Up in the trees she checks the foliage for snakes. She once grabbed a sleeping green snake as she climbed, its mouth suddenly yawning, rigid and white in her face, making her fall clear out of
the tree. She spits into her palms and hugs the slimmest trunk, above which are a clutch of mangoes that have a nice red blush to them ready for picking; her hands hold her up while her toes slip
against the smooth trunk. Before she loses her grip she grasps the branch that holds the mangoes and plucks them off one by one, throwing them gently to the ground, then edges back towards the
trunk and slides down, enjoying the sensation of the trunk against her skin. She collects the mangoes in her damp skirt and rushes away before Murayo comes to water her crops.

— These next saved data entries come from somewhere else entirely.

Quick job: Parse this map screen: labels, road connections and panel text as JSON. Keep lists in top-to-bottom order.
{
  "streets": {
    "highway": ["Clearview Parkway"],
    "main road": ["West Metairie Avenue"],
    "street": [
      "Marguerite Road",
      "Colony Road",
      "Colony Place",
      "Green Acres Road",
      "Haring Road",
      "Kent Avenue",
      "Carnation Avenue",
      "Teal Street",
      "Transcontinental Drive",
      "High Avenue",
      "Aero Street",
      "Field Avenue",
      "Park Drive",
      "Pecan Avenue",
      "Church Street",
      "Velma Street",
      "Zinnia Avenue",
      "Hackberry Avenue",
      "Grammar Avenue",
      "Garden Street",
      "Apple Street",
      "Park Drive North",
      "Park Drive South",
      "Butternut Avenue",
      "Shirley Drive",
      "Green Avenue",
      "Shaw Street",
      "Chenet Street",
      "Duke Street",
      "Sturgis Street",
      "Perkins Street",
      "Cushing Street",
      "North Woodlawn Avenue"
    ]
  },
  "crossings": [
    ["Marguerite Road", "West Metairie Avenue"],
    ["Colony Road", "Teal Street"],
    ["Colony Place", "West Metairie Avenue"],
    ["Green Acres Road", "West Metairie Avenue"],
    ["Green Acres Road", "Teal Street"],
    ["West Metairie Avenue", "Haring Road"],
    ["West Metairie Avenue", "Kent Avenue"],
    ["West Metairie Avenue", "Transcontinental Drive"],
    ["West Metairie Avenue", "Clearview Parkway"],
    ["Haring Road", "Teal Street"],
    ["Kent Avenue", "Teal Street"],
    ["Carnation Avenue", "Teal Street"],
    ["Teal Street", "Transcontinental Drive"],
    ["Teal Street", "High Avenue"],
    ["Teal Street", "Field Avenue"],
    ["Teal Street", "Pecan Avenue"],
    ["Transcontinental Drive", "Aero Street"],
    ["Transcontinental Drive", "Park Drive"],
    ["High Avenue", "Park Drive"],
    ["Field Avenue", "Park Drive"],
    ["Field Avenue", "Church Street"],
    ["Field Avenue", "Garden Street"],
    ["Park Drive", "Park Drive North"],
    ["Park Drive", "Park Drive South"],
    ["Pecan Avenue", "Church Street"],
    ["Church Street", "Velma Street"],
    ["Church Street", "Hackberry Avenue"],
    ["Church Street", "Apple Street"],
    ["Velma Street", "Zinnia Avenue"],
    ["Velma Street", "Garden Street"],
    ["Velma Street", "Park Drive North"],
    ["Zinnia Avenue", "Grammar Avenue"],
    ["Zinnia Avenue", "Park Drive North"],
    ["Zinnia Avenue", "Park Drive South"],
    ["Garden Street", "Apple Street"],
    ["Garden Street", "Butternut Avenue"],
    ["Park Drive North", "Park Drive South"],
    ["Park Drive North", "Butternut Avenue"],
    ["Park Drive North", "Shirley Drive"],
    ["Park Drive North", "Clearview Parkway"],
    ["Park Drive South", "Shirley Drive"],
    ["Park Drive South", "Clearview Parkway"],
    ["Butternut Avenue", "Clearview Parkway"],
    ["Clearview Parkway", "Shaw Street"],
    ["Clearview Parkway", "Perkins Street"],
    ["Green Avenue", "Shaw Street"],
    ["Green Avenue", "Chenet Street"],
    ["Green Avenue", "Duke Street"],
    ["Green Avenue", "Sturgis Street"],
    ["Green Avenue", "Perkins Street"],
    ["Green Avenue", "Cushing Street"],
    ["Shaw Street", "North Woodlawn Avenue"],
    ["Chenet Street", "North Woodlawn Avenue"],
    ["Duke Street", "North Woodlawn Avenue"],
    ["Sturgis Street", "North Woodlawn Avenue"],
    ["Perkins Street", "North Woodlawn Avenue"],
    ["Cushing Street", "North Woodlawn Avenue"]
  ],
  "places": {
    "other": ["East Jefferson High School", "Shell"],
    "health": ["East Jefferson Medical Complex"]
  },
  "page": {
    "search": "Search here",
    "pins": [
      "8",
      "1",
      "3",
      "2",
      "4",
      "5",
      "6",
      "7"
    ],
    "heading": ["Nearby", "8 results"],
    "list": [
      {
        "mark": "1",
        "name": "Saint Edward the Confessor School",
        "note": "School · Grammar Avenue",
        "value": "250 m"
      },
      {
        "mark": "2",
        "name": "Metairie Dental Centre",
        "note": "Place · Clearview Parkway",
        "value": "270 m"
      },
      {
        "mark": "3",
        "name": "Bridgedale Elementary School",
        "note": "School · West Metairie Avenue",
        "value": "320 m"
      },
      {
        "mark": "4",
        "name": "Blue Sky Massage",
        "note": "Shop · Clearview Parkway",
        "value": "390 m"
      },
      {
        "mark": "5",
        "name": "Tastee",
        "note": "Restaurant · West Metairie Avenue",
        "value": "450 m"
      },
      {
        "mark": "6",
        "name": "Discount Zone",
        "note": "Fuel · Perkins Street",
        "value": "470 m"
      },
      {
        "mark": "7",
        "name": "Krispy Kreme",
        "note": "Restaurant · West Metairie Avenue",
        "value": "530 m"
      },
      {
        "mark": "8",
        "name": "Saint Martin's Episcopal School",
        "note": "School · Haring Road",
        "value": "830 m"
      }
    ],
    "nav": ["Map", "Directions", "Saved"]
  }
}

The next plot is
larger, dominated by dense banana trees, some so laden that the bananas hang near her head; she takes six, all that she can carry in her skirt, and turns back to town.

At the
faqir
market Deqo retrieves her piece of cardboard with the slice of advertising still visible on it from the pile on the ground and lays out her merchandise in
two rows of six, alternating banana and mango. She has tried other jobs: collecting scraps of
qat
to sell on to the dealers, pulling grass to sell as goat feed to housewives, sweeping the
main market when there aren’t enough girls in the evening, but this is her favourite. Her workday is over early and she has no boss to tell her what to do, and on the days that there are no
customers she can eat the pilfered fruit herself.

Most of the other sellers are middle-aged women, with hefty arms and feet overflowing the edges of their sandals. The only one of them who is always kind to her, Qamar, is not there today so
Deqo sits on her haunches and waits for customers. They come slowly, browsing the other stalls before deciding they can get the cheapest price out of her. She watches how the other sellers haggle
and imitates their impatient gestures and harsh words. ‘Take your shadow off of me if you’re not interested,’ she shouts. ‘You are blocking people with more than lint in
their pockets.’ She says this with a straight face despite her tiny ramshackle body and the twigs in her hair.

The bananas go first to a woman carrying a toddler on her back, and then the mangoes disappear in ones and twos. She holds the money in her hand with satisfaction; there are no dramas today no
thieves encroach and no arguments take place. She hates those days when honking, clumsy women stampede through her patch in pursuit of someone or other.

She rises and shakes the dust off the cardboard.